● EXERCISE: Whenever "class" appears in a line of the entries below, that line counts; give the total only.

(Saved entries)
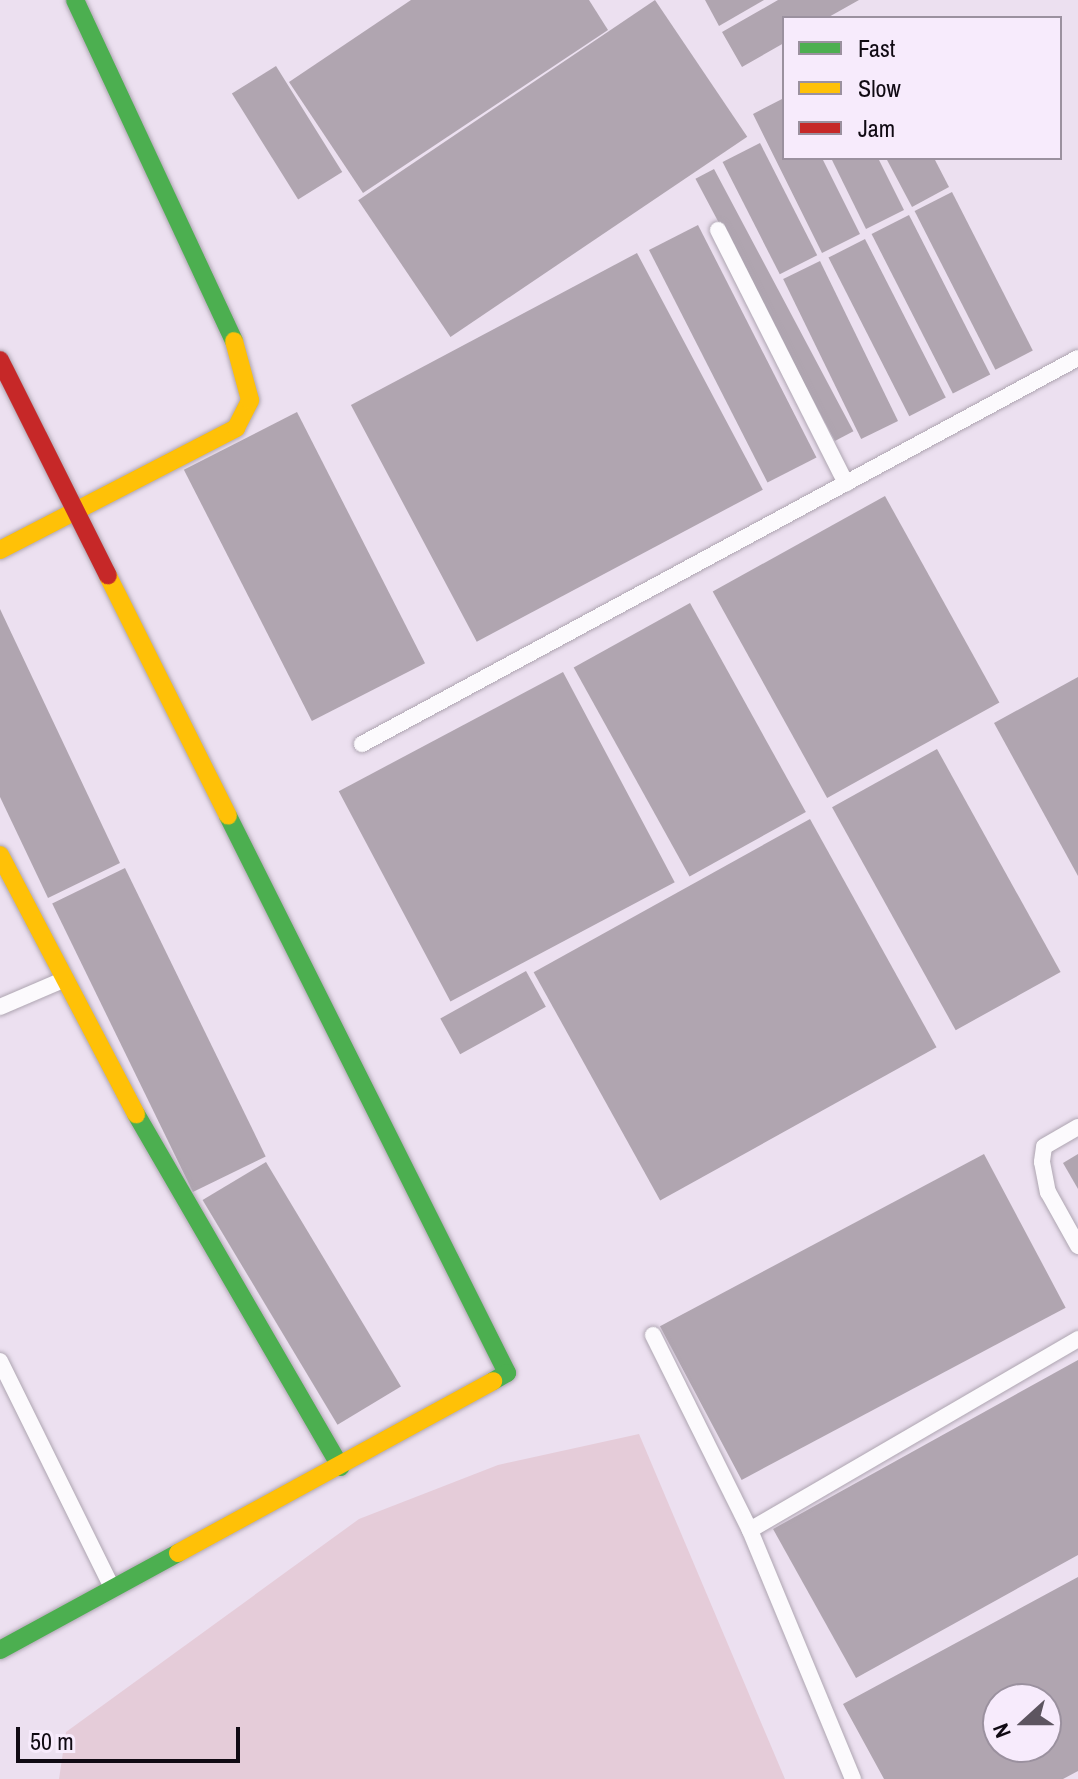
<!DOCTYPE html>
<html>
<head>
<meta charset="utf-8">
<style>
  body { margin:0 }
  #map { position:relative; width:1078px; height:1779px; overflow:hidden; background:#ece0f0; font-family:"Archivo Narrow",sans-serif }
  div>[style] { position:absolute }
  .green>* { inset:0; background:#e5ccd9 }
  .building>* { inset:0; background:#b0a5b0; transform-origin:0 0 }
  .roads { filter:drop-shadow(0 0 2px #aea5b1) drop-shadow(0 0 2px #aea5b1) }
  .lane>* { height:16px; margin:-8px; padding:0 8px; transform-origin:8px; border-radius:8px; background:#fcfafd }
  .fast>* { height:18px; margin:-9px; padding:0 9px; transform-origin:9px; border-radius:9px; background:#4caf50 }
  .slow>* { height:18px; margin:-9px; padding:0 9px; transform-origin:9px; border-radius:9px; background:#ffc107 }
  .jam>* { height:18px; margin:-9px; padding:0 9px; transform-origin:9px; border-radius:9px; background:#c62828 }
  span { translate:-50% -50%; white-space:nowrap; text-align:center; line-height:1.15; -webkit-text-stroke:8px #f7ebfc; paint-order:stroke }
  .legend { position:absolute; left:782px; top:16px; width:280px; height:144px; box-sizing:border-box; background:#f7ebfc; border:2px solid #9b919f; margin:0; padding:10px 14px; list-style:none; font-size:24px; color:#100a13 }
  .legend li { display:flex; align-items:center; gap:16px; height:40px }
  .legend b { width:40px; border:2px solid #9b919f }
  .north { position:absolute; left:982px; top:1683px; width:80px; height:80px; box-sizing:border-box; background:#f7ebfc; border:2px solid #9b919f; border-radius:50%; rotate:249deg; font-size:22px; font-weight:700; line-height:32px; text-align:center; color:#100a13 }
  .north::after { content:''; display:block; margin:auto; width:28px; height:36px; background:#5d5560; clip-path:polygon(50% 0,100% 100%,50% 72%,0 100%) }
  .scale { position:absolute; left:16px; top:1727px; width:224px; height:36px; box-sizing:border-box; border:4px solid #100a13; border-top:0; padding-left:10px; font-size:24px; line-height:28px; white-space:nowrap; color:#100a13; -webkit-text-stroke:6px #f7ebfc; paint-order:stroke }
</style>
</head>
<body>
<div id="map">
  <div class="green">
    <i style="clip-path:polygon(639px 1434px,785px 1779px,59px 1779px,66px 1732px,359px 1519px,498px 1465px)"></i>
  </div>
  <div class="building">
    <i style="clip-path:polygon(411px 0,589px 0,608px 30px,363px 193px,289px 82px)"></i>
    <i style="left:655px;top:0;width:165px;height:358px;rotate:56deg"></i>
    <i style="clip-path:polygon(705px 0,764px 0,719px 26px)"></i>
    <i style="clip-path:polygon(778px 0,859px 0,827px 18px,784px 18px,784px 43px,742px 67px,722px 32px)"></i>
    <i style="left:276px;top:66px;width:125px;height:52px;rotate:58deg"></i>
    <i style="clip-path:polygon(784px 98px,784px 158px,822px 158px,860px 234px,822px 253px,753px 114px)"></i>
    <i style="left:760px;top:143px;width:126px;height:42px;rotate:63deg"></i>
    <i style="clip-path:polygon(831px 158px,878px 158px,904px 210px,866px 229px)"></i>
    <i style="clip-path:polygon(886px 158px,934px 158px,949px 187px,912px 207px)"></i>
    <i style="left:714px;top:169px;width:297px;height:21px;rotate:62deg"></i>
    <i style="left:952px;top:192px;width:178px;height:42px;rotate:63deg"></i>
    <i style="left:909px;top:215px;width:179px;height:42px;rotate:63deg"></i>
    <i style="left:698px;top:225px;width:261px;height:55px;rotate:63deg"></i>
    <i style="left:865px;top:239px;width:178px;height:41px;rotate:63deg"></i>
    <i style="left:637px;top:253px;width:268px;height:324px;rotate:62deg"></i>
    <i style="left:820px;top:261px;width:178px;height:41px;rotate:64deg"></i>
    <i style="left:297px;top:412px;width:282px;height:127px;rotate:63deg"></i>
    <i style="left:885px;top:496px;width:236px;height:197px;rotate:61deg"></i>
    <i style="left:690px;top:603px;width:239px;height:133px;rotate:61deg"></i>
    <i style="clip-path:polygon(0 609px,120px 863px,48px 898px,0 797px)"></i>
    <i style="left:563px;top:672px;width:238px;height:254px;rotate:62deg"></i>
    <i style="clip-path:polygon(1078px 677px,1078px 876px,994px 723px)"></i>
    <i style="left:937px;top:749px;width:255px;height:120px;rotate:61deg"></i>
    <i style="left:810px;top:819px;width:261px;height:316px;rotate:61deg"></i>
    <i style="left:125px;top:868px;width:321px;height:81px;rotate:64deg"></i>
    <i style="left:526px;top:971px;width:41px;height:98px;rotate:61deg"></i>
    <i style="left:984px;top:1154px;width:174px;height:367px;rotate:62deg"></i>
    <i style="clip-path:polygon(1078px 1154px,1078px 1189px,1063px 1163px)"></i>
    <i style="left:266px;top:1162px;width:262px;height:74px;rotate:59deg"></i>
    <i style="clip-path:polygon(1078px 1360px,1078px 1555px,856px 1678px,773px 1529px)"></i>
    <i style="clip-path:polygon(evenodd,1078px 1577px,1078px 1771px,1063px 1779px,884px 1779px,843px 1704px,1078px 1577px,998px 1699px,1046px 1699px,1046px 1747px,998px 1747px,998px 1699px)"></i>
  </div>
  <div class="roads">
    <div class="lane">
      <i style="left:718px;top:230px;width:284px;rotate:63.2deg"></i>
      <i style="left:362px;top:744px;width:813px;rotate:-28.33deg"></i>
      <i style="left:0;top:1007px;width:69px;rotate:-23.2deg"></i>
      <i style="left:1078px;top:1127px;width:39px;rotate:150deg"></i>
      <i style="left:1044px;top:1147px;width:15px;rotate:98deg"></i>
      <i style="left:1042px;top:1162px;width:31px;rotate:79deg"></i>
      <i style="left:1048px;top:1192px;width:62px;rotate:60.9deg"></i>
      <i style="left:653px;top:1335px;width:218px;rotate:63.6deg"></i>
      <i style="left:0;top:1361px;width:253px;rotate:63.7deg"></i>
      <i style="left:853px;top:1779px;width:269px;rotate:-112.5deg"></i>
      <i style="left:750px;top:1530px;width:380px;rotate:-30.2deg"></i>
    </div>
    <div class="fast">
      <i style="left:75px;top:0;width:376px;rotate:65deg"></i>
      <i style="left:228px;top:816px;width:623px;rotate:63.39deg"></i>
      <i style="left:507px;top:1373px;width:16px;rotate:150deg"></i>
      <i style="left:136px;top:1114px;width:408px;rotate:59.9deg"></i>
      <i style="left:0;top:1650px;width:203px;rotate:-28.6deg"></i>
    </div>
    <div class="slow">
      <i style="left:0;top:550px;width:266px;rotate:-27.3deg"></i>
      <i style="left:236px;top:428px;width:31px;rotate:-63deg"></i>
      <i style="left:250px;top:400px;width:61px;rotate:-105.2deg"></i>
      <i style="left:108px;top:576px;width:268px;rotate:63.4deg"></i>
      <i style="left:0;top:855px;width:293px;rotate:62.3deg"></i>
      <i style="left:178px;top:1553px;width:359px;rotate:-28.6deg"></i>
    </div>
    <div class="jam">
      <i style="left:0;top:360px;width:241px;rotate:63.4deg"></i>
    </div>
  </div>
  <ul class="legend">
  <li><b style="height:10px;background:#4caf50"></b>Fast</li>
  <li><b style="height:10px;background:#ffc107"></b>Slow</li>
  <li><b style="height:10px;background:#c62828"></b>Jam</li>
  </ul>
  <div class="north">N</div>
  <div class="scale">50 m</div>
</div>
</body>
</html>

● TASK RESPONSE: 10